Ahora y siempre te pertenecerá mi corazón, querido Mathew, y seré
siempre tuya,
betty martin
P. D.: Dirijo mi carta a nuestra mutua amiga Matilde Graves, como de costumbre. Espero que el Cielo perdone este subterfugio.»
Eduardo lanzó un silbido.
-¡Una misionera! Conque ése fue el amor de tío Mathew. Me pregunto por qué no se casaron.
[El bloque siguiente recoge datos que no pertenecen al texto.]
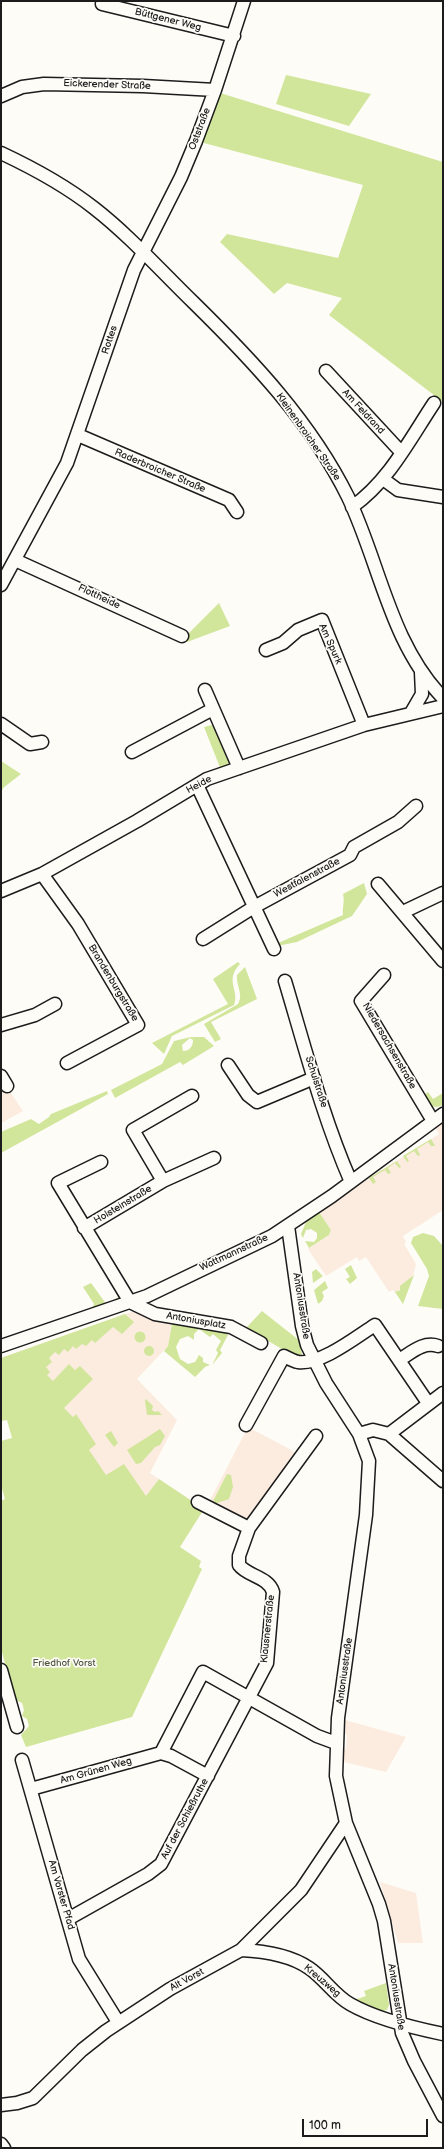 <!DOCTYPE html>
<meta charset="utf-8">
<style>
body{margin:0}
#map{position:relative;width:444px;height:2149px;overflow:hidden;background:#fdfcf7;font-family:"Balsamiq Sans",sans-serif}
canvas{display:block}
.frame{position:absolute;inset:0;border:2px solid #1c1c1c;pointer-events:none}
.scale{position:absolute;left:302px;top:2119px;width:126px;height:18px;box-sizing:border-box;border:2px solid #1c1c1c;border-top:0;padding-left:5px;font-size:12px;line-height:14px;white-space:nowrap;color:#1c1c1c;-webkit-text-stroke:3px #fdfcf7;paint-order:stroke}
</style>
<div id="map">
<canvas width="444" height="2149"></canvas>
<div class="frame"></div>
<div class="scale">100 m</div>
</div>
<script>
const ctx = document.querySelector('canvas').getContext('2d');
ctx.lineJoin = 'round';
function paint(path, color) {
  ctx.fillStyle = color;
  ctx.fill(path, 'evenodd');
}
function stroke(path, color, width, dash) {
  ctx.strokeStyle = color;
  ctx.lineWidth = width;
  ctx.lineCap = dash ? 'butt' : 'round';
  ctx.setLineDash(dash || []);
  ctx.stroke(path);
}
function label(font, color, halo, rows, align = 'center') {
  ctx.font = font + ' "Balsamiq Sans",sans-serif';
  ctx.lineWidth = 3.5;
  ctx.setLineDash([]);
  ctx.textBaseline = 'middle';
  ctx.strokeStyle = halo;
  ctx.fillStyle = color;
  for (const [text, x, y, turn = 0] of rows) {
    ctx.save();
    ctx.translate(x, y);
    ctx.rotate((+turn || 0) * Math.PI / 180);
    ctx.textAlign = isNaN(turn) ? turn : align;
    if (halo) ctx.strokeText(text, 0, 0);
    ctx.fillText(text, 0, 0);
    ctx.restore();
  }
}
const built = new Path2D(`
 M1,1089L3,1092L8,1089L23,1111L1,1123Z
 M443,1123V1210L403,1236L406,1242L404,1244L416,1264L413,1277L400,1289L395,1293L393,1290L389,1292L366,1257L359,1261L357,1257L326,1276L308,1249L329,1235L331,1230L319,1212L351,1189L439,1134L435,1128Z
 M134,1311L176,1321L172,1324L168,1346L137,1379L177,1420L150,1473L159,1479L65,1605L1,1399V1358Z
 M248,1427L297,1453L249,1520L243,1521L208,1504Z
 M345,1720L406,1737L386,1772L344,1762L343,1750L346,1749L347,1735L344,1734Z
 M380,1882L416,1893L423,1943H398Z`);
const green = new Path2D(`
 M286,75L371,94L349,126L276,104Z
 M217,92L443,162V402L329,315L342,298L287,283L274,294L220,242L227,234L338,258L363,185L200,142Z
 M219,603L230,626L187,642L185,637Z
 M212,725L217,727L231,763L228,767L221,770L204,727Z
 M1,761L21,774L3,788L1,794Z
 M364,883L367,894L352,916L297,942L277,946L278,943L343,915C342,908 345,902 343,894Z
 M238,962L240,964C224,981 240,990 234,1005L172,1036L164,1054L152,1043L228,1004L213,979Z
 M245,967L257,999L211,1022L221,1039L215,1042L204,1024L238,1004C244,995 236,986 237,975Z
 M191,1037H204L214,1046L183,1065L180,1062L115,1098L111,1090L162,1064L174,1041ZM190,1038L193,1040C193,1046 190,1051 183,1051L182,1045Z
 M107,1091L108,1094L1,1153V1132L31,1119L39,1124L49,1117L51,1114Z
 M428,1092L433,1099L443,1093V1105L437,1107L429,1106L422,1096Z
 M431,1139L435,1146H431L428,1142L417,1149L420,1155L418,1156L414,1151L406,1156L409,1161L407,1162L403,1156Z
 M397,1161L401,1167L399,1168L395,1163L388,1168L391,1173L388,1174L385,1170L373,1177L376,1182L373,1184L369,1178Z
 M319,1212L331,1230L329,1235L309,1248L305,1241L314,1242L317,1238V1233L311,1229L306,1230L303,1238L301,1234L306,1222Z
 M423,1233L434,1236L443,1246V1309L418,1306L429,1276L427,1269L411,1243L413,1237Z
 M351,1265L357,1278L350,1284L346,1279L350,1277L345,1269Z
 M316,1269L323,1276L313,1283L312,1272Z
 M414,1275L403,1304L395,1292L400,1290V1286Z
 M325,1281L328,1288L322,1292L324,1296L322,1301L318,1304L314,1290Z
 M91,1283L107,1305L121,1295L123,1300L1,1341L91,1311L94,1304L83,1287Z
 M125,1308L130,1309L1,1353V1351L112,1315Z
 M262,1311L300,1341L302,1354L294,1356L246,1328Z
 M125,1314L134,1322L122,1334L113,1327L95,1343L92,1340L86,1346L82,1344L76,1349L73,1346L68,1352L64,1349L59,1355L55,1352L49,1358L52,1362L46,1367L50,1372L47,1375L53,1381L69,1364L75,1370L80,1366L93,1379L64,1408L73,1417L76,1414L96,1444L89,1450L106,1475L124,1464L146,1496L159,1479L204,1509L180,1547L201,1561L199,1567L202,1569L132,1717L26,1747L21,1735L29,1726L27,1719L22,1716L24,1710L22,1703L14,1699L1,1648V1501L5,1499L1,1485V1441L12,1438L7,1420L1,1421V1358Z
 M176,1321L226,1331L228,1335L220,1350L222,1353L212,1365L218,1353L216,1350L221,1341L213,1334L210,1337L199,1329L194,1334V1340L188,1336L180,1339L176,1347L180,1359L188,1364L195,1362L199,1355L203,1358V1362L210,1365L205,1367L195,1377L164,1351L168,1346L172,1324Z
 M134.5 1337a5.5 5.5 0 1 1 11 0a5.5 5.5 0 1 1-11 0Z
 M144 1351a5 5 0 1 1 10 0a5 5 0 1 1-10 0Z
 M146,1399L153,1406L152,1410L155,1412L158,1411L162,1415H147L145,1401Z
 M160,1429L165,1436L160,1445L155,1447L141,1463L136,1464L127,1450Z
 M111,1431L118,1443L114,1447L105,1435Z
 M227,1474L231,1475L233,1487L229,1499L211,1505Z
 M386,1983L389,2005L387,2010C376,2013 363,2005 354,2000L366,1996L364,1991Z`);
const minor = new Path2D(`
 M102,4L234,36
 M1,96L22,87L44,84L143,86L215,90
 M1,153C33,168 66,186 94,208C130,236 161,271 194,303C252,360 311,422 348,497C380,564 390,643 443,698
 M326,371L401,452
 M78,435L229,500L237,512
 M383,479L398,490L443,497
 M352,507C389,481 410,439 434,403
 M15,560L182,636
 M1,585L67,463L134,270L181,177L196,141L215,90L244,1
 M266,650L283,643L298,630L322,620L364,725
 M205,690L239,768
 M411,713L422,694L421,672
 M1,724L30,744L42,742
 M132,752L213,709
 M197,785L274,949
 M42,874L78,924L138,1025L67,1063
 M378,884L443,961
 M1,891L42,874L137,821L207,779L364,725L443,706
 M403,912L443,893
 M203,939L254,907L350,855L354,847L398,822L416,806
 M384,975L361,1001L433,1121
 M285,981C305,1048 323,1118 351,1182
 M1,1025L35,1015L55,1004
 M228,1065L248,1095L257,1102L314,1078
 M1,1076L7,1086
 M101,1162L58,1183L130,1302L155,1314L231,1327L261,1343
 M163,1181L133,1130L192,1096
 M288,1226L302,1326L307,1345L326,1383L359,1434L369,1461L366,1515L338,1718L336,1776L346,1823L379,1904L384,1921L402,2033L414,2061L443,2116
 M84,1228L163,1181L214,1158
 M1,1346L147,1296L272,1236L332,1196L443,1114
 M399,1360C411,1353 423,1341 438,1346
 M246,1425L284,1356C288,1358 293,1361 298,1362C321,1365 356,1337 375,1325L428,1403
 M359,1434L373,1430L389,1434L443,1481
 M389,1434L443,1393
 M249,1528L316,1436
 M1,1670L17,1727
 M161,1753L203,1672L317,1736L336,1743
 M22,1760L79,1959L118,2022
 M31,1789L161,1753L171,1756L208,1776
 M68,1919L148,1874L161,1864L267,1663L273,1592C269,1577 247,1576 239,1565V1556L249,1528L198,1502
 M241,1950C263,1951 290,1955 309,1968C324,1978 334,1995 350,2004C376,2019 414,2028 443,2034
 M1,2105L17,2103L33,2098L82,2050L106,2031L170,1989L241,1950L301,1890L346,1823
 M1,2144L4,2148`);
const streetNames = [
 ["Büttgener Weg",168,20,14],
 ["Eickerender Straße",107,85,2],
 ["Oststraße",200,129,-69],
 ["Rottes",110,340,-72],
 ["Am Feldrand",363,412,47],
 ["Kleinenbroicher Straße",308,437,55],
 ["Raderbroicher Straße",160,471,23],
 ["Flottheide",99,597,25],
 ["Am Spurk",330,644,66],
 ["Heide",199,785,-28],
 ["Westfalenstraße",307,878,-28],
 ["Brandenburgstraße",113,983,59],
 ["Niedersachsenstraße",389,1046,60],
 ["Schulstraße",316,1082,72],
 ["Holsteinstraße",123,1205,-31],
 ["Wattmannstraße",234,1253,-25],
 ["Antoniusstraße",301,1306,81],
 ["Antoniusplatz",196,1321,10],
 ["Klausnerstraße",268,1629,-84],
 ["Antoniusstraße",345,1671,-82],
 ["Am Grünen Weg",96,1771,-16],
 ["Auf der Schießruthe",185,1819,-62],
 ["Am Vorster Pfad",61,1895,74],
 ["Alt Vorst",187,1980,-29],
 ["Kreuzweg",322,1981,40],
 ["Antoniusstraße",396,1997,81]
];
const parkNames = [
 ["Friedhof Vorst",64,1663]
];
paint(built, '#fcece0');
paint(green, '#d2e69b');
stroke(minor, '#1c1c1c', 15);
stroke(minor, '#fdfcf7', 12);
label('10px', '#1c1c1c', '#fdfcf7', streetNames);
label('10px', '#535942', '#fdfcf7', parkNames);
</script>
-Al parecer recorrió casi todo el mundo -dijo
Charmian examinando las misivas-. Mauricio... toda clase de sitios.
Probablemente moriría víctima de la fiebre amarilla o algo así.
Una risa divertida les sobresaltó. La señorita Marple lo estaba pasando en grande.
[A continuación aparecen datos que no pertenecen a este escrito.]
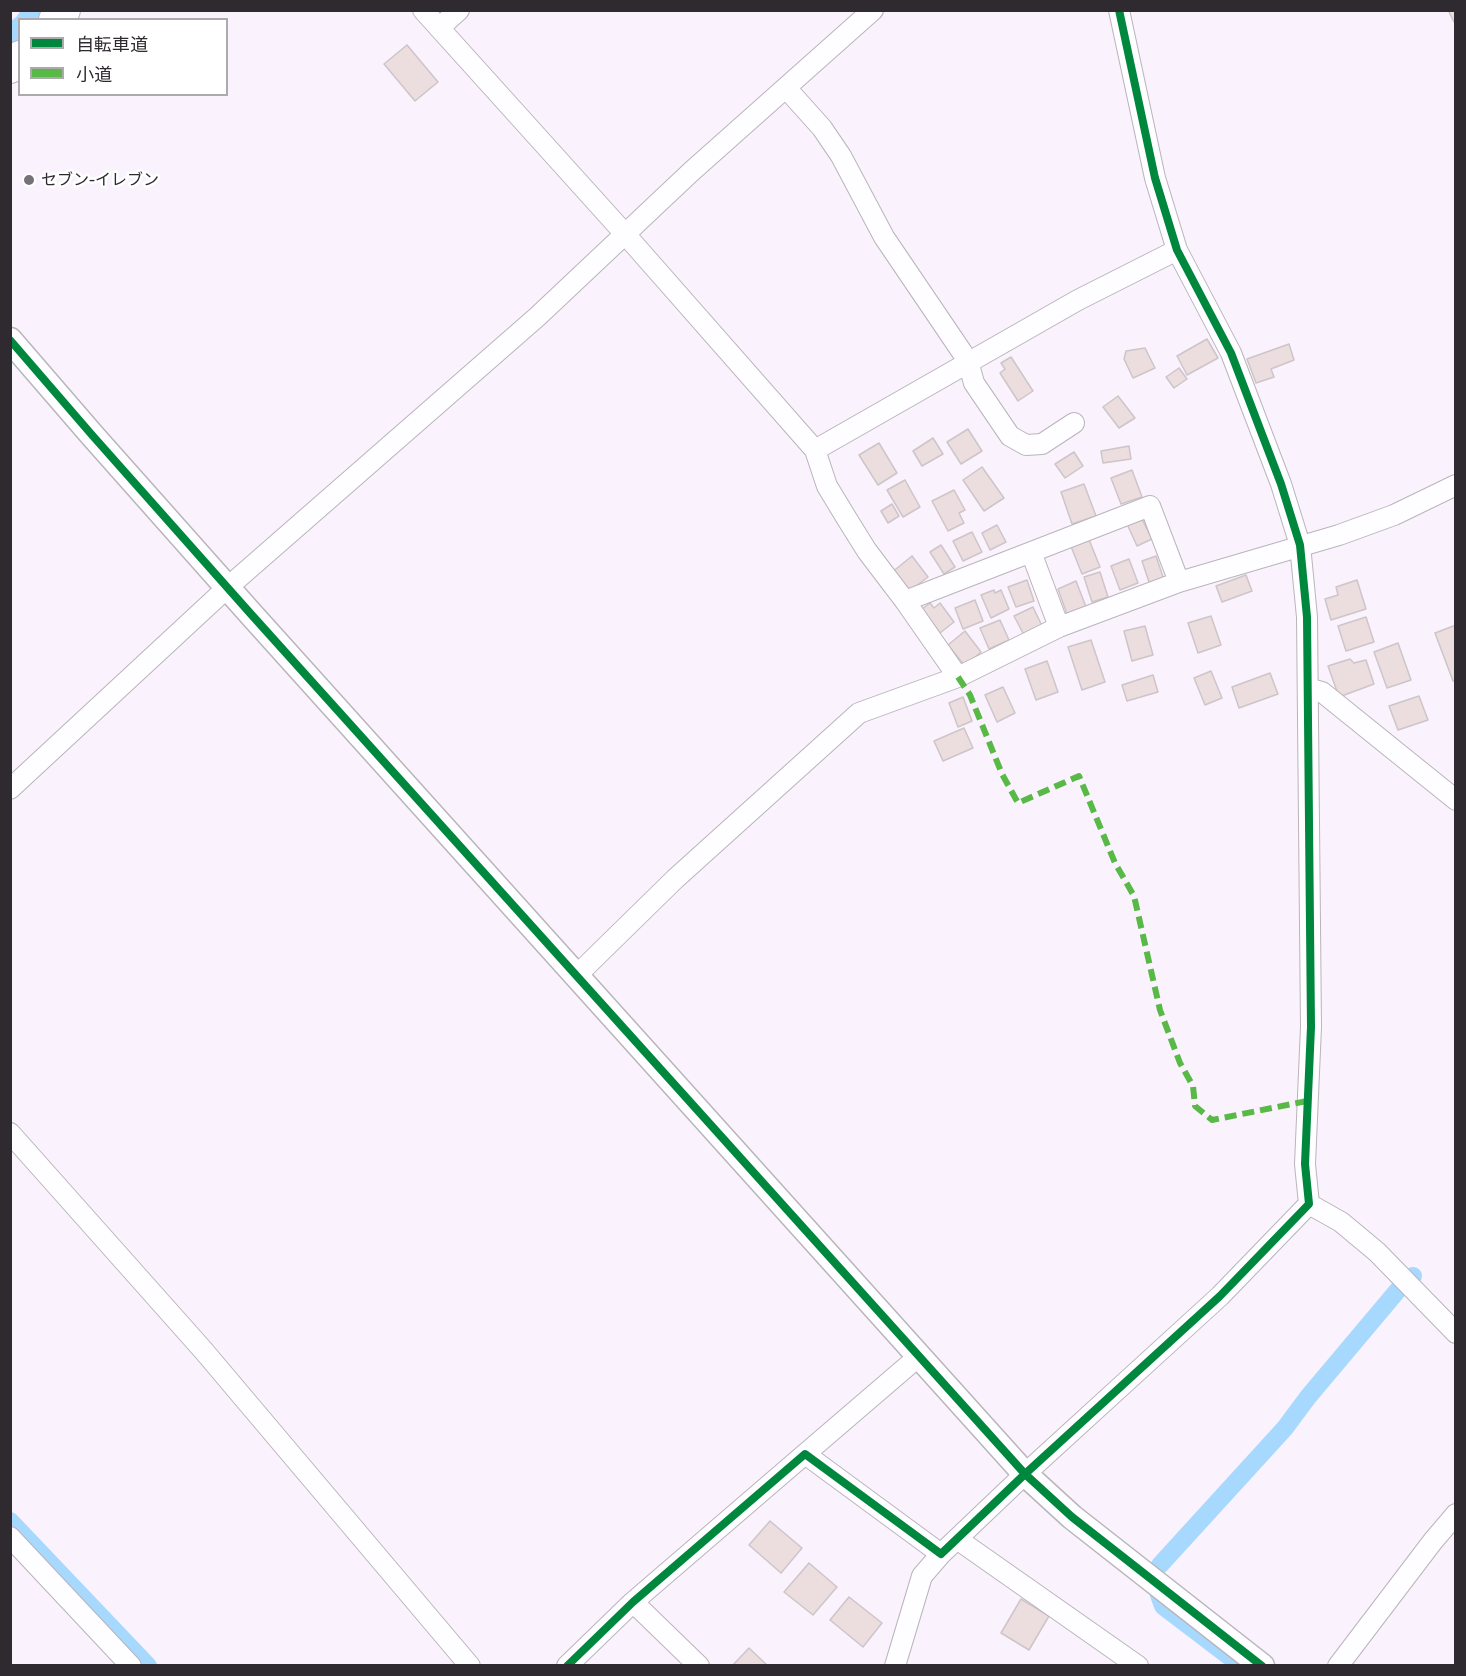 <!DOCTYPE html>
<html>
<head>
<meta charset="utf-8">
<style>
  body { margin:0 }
  #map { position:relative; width:1466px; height:1676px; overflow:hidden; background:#faf2fc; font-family:"Golos Text","Noto Sans JP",sans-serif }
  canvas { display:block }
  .frame { position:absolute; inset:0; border:12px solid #2f2a30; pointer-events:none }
  .legend { position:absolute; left:18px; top:18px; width:210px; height:78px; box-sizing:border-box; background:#fff; border:2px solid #acaaac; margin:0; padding:8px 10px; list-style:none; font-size:18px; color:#2f2a30 }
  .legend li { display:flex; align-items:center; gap:12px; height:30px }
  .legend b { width:30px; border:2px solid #acaaac }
</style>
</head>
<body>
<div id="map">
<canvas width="1466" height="1676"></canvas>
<div class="frame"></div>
<ul class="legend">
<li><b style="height:8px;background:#00873e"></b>自転車道</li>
<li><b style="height:8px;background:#58b947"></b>小道</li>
</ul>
</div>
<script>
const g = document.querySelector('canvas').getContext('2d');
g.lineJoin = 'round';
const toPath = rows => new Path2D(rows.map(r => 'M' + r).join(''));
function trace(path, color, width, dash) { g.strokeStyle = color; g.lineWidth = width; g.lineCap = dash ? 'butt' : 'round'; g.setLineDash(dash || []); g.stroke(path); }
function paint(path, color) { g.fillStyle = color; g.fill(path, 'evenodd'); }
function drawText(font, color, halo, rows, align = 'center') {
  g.font = font + ' "Golos Text","Noto Sans JP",sans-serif'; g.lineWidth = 5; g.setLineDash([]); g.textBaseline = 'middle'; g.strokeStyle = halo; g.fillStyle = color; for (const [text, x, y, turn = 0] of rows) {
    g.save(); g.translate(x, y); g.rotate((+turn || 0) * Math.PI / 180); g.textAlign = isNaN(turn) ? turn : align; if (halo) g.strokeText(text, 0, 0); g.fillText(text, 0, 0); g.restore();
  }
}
const canal = toPath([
  [25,20,33,10],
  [10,35,20,25],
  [10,1521,148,1666],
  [1160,1565,1285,1428,1308,1397,1398,1290,1413,1276],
  [1159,1595,1163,1606,1242,1666]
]);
const building = toPath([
  [1448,10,1456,10,1456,21,1454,22,1448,10],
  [407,45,438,82,415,101,384,64,407,45],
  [1207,339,1218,358,1187,375,1177,356,1207,339],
  [1289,344,1294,360,1271,369,1274,377,1256,383,1247,359,1289,344],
  [1145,348,1155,368,1133,378,1124,359,1126,351,1145,348],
  [1011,357,1033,391,1018,401,1000,373,1005,369,1001,363,1011,357],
  [1179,368,1187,379,1174,388,1166,377,1179,368],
  [1118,396,1135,418,1119,428,1103,407,1118,396],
  [968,429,982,451,961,464,947,442,968,429],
  [933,438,943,454,922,466,913,451,933,438],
  [879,443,897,473,878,485,859,455,879,443],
  [1129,446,1131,459,1103,463,1101,451,1129,446],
  [1074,452,1083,466,1065,478,1055,464,1074,452],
  [982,467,1004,498,984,511,963,480,982,467],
  [1132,470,1142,497,1121,504,1111,478,1132,470],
  [905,480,920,507,903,517,887,490,905,480],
  [1084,484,1096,516,1072,524,1061,492,1084,484],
  [954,490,965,510,959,513,964,523,948,531,932,501,954,490],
  [892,504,899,516,888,523,881,511,892,504],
  [1141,517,1152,539,1137,546,1127,524,1141,517],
  [997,525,1006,542,990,550,982,533,997,525],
  [972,532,982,552,963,561,953,541,972,532],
  [1088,537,1100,567,1082,574,1070,544,1088,537],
  [941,545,955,567,944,574,930,552,941,545],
  [912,556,928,577,907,593,891,573,912,556],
  [1156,556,1165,583,1151,588,1142,561,1156,556],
  [1129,559,1138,583,1120,590,1111,566,1129,559],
  [1100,572,1108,597,1092,602,1084,577,1100,572],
  [1246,575,1252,591,1222,602,1216,586,1246,575],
  [1027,580,1034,601,1016,607,1008,587,1027,580],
  [1357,580,1366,609,1331,620,1325,599,1338,595,1336,587,1357,580],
  [1076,581,1086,607,1067,614,1058,589,1076,581],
  [994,590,995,593,1001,590,1009,609,991,618,981,595,994,590],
  [975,600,983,621,963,629,955,608,975,600],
  [930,603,934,608,940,603,954,622,940,633,922,609,930,603],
  [1033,607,1043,628,1025,637,1014,616,1033,607],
  [1211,616,1221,645,1198,653,1188,623,1211,616],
  [1366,617,1374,642,1346,651,1338,626,1366,617],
  [1000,620,1009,640,989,649,980,628,1000,620],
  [1456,625,1456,680,1453,681,1435,633,1456,625],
  [1145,626,1153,655,1132,661,1124,631,1145,626],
  [965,631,981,652,965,666,948,645,965,631],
  [1091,640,1105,682,1082,690,1068,647,1091,640],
  [1398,643,1411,680,1387,688,1374,652,1398,643],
  [1350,659,1354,663,1366,660,1374,684,1339,697,1328,666,1350,659],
  [1047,661,1058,692,1036,700,1025,669,1047,661],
  [1211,671,1222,698,1205,705,1194,678,1211,671],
  [1270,673,1278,694,1239,708,1232,687,1270,673],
  [1153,675,1158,692,1127,701,1122,685,1153,675],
  [1003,687,1015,713,997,722,985,695,1003,687],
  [1419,696,1428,720,1398,730,1389,706,1419,696],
  [963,697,972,721,958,727,949,703,963,697],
  [964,728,973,748,943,761,934,741,964,728],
  [770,1521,802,1548,781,1573,749,1545,770,1521],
  [809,1563,837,1587,813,1615,784,1592,809,1563],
  [849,1597,882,1623,863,1647,830,1620,849,1597],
  [1021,1599,1049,1616,1029,1650,1001,1633,1021,1599],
  [749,1648,768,1666,732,1666,749,1648]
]);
const minor = toPath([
  [423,10,625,234,815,450,827,486,847,519,867,551,905,601,958,677],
  [439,28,459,10],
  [787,89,822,128,841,156,884,237,968,361,974,383,1010,436,1026,445,1042,444,1074,423],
  [815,450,1078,300,1177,250],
  [1031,552,1059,627],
  [905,601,1150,506,1179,582],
  [1308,688,1322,692,1456,800],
  [10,789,228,587,537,317,692,171,873,10],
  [577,975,675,879,859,713,958,677,1059,627,1179,582,1339,535,1394,515,1456,485],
  [10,1133,203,1350,470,1666],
  [1309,1204,1341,1222,1377,1252,1456,1333],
  [805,1454,918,1357],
  [10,1537,131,1666],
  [957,1539,1138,1666],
  [633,1602,699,1666],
  [567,1666,633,1602,805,1454,941,1554,1025,1474,1220,1296,1309,1204,1305,1164,1311,1027,1307,617,1300,545,1281,484,1231,353,1177,250,1155,178,1119,10],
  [895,1666,922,1576,941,1554],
  [1338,1666,1433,1541,1456,1514]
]);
const tertiary = toPath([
  [10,340,92,435,250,613,1025,1474,1072,1517,1262,1666]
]);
const trunk = toPath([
  [55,20,64,10],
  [10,67,20,57]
]);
const quiet = toPath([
  [958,677,970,695,1002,774,1018,803,1079,776,1115,863,1134,896,1160,1010,1180,1063,1193,1086,1195,1106,1212,1120,1307,1101]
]);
const cycleway = toPath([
  [10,340,92,435,250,613,1025,1474,1072,1517,1262,1666],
  [567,1666,633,1602,805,1454,941,1554,1025,1474,1220,1296,1309,1204,1305,1164,1311,1027,1307,617,1300,545,1281,484,1231,353,1177,250,1155,178,1119,10]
]);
const markers = [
  [29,180,6,"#767077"]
];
const poiNames = [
  ["セブン-イレブン",41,180]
];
trace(canal, '#a7d8fd', 18);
paint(building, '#ecddde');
trace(building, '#cdc5c9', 1.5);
trace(minor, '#bab4bb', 22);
trace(tertiary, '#bab4bb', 27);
trace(trunk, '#bab4bb', 34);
trace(minor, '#fefdff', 20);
trace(tertiary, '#fefdff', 24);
trace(trunk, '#fefdff', 32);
trace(quiet, '#58b947', 6, [12, 6]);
trace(cycleway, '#00873e', 8);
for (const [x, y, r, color] of markers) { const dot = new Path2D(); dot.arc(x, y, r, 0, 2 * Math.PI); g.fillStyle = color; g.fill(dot); trace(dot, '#fff', 2); }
drawText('16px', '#2f2a30', '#fff', poiNames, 'left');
</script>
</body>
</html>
-Vaya, vaya -dijo-. ¡Fíjense en esto ahora!
Estaba leyendo para sí la receta de jamón al horno, y al ver sus miradas interrogadoras, prosiguió en voz alta:
«Jamón al horno con espinacas. Se toma un pedazo
bonito de jamón, rellénese de dientes de ajo y cúbrase con azúcar
moreno. Cuézase a fuego lento. Servirlo con un borde de puré de
espinacas.»
-¿Qué opinan de esto?
-Yo creo que debe resultar un asco -dijo Eduardo.
-No, no, tiene que resultar muy bueno..., pero, ¿qué opinan de todo esto?
-¿Usted cree que se trata de una clave... o algo
parecido? -exclamó Eduardo con el rostro iluminado y cogiendo el
papel-. Escucha, Charmian, ¡podría ser! Por otra parte, no hay razón
para guardar una receta de cocina en un lugar secreto.
-Exacto -repuso la señorita Marple.
-Ya sé lo que puede ser... una tinta simpática -dijo Charmian-. Vamos a calentarlo. Enciende una bombilla.
Pero hecha la prueba, no apareció ningún signo de escritura invisible.
-La verdad -dijo la señorita Marple, carraspeando-,
creo que lo están complicando demasiado. Esta receta es sólo una
indicación, por así decir. Según mi parecer, son las cartas lo
significativo.
-¿Las cartas?
-Especialmente la firma.
Mas Eduardo apenas la escuchaba, y gritó excitado:
-¡Charmian! ¡Ven aquí! Tiene razón... Mira... los
sobres son bastante antiguos, pero las cartas fueron escritas muchos
años después.
-Exacto -repuso la señorita Marple.
-Sólo se ha tratado de que parezcan antiguas. Apuesto a que el propio tío Mathew lo hizo...
-Precisamente -confirmó la solterona.
-Todo esto es un engaño. Nunca existió esa misionera. Debe tratarse de una clave.
-Mis queridos amigos... no hay necesidad de complicar
tanto las cosas. Su tío en realidad era un hombre muy sencillo. Quería
gastarles una pequeña broma. Eso es todo.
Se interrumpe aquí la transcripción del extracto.